*** SUPPLIED INFORMATION Section Begins ***

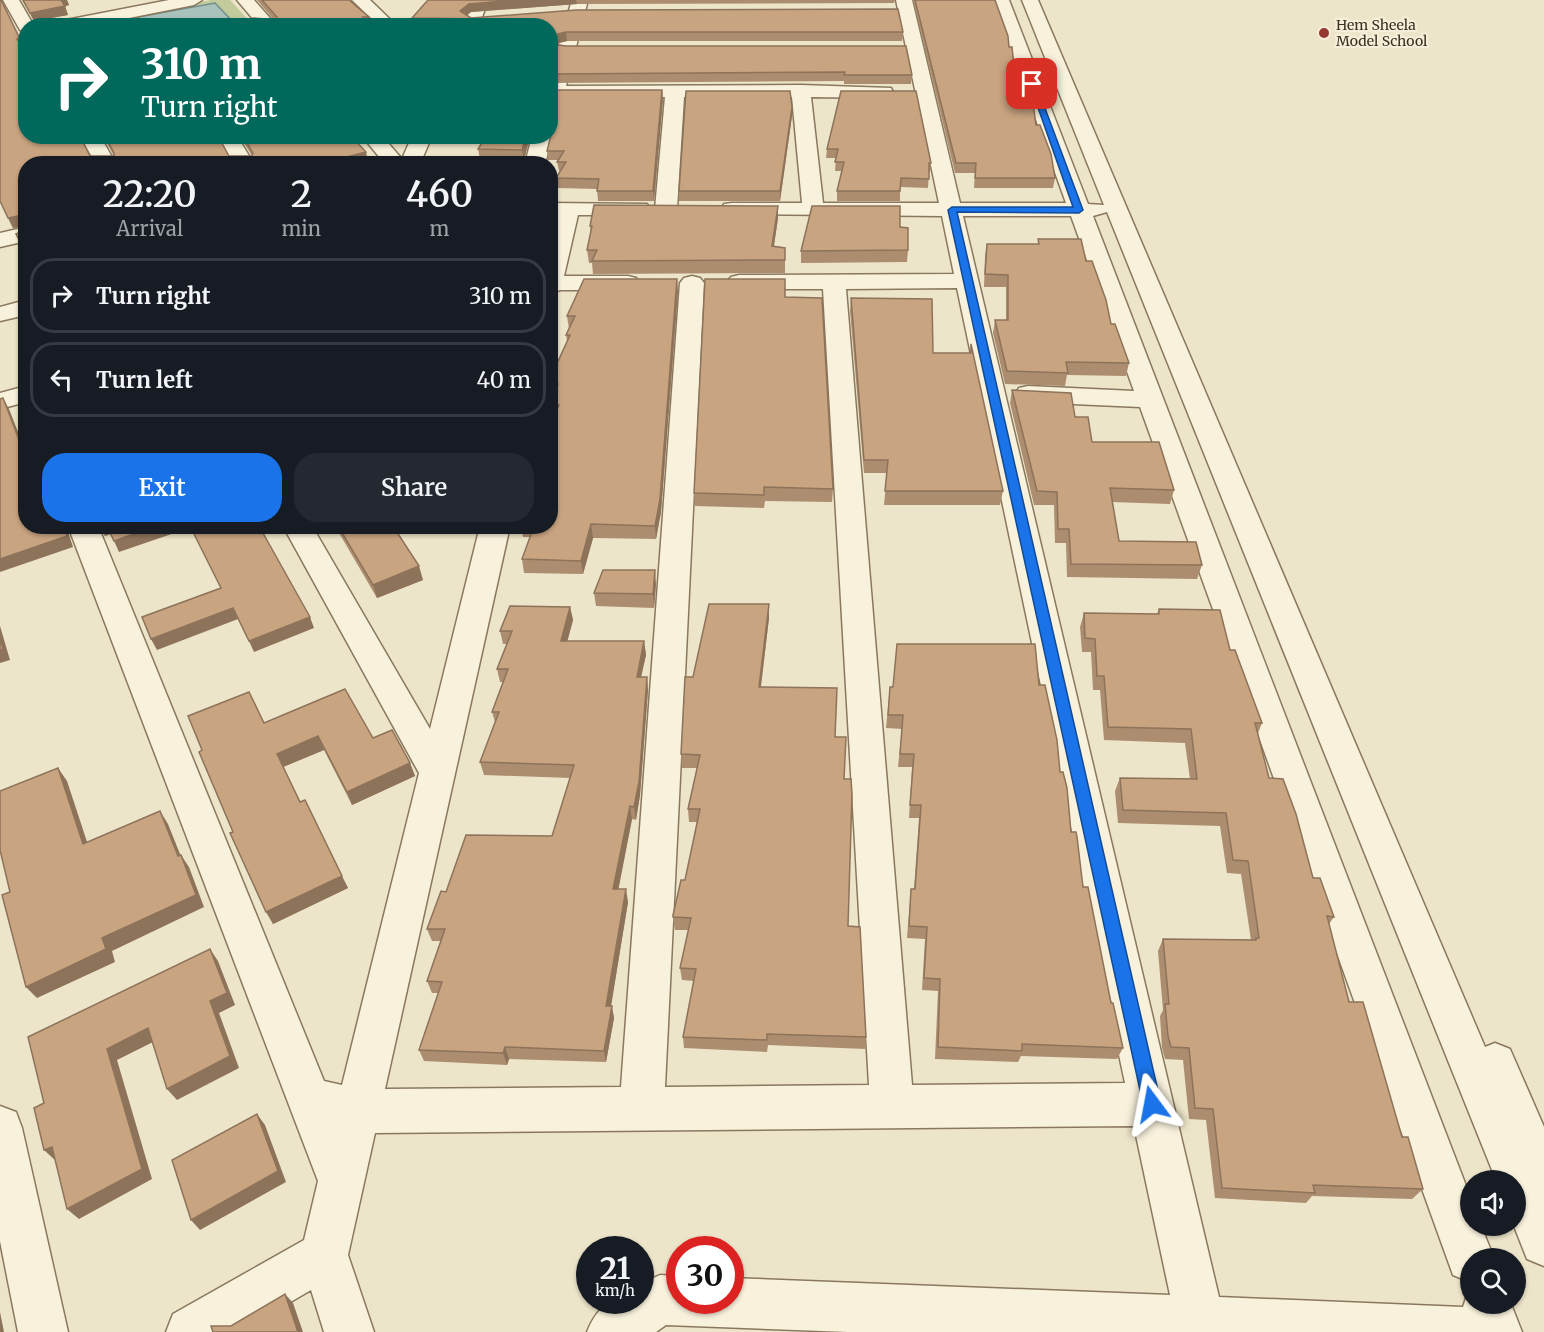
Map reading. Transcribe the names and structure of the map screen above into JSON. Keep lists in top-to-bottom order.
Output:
{
  "places": ["Hem Sheela Model School"],
  "page": {
    "turn": ["310 m", "Turn right"],
    "eta": [
      "22:20",
      "Arrival",
      "2",
      "min",
      "460",
      "m"
    ],
    "list": [
      {
        "name": "Turn right",
        "value": "310 m"
      },
      {
        "name": "Turn left",
        "value": "40 m"
      }
    ],
    "buttons": ["Exit", "Share"],
    "speed": "21 km/h",
    "limit": "30"
  }
}
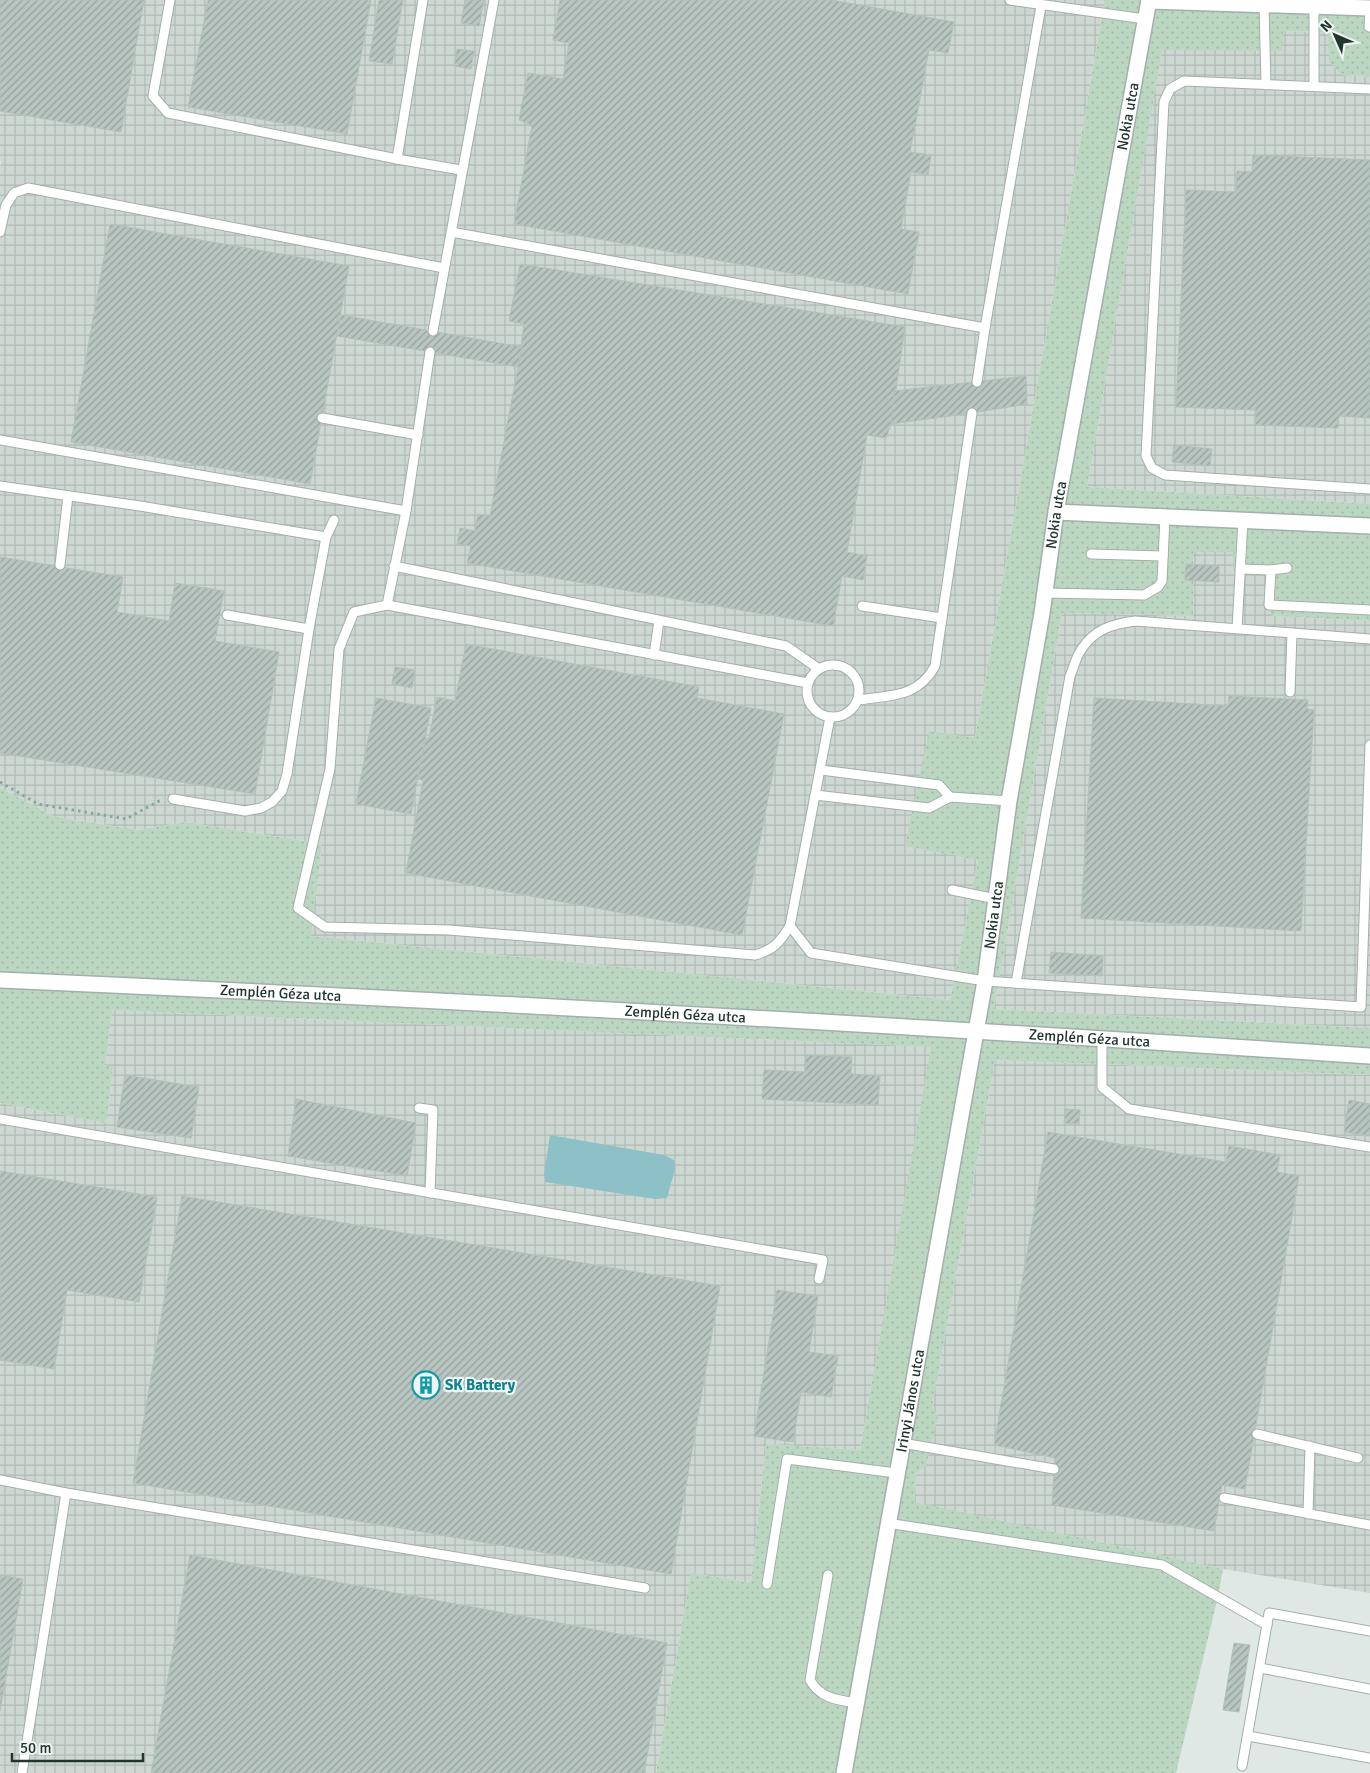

*** SUPPLIED INFORMATION Section Ends ***

### THE TASK
Write the data above out again exactly, every line of it, and exclude the pictures.

### YOUR RESPONSE
Map reading. Transcribe the names and structure of the map screen above into JSON. Keep lists in top-to-bottom order.
Output:
{
  "places": ["Hem Sheela Model School"],
  "page": {
    "turn": ["310 m", "Turn right"],
    "eta": [
      "22:20",
      "Arrival",
      "2",
      "min",
      "460",
      "m"
    ],
    "list": [
      {
        "name": "Turn right",
        "value": "310 m"
      },
      {
        "name": "Turn left",
        "value": "40 m"
      }
    ],
    "buttons": ["Exit", "Share"],
    "speed": "21 km/h",
    "limit": "30"
  }
}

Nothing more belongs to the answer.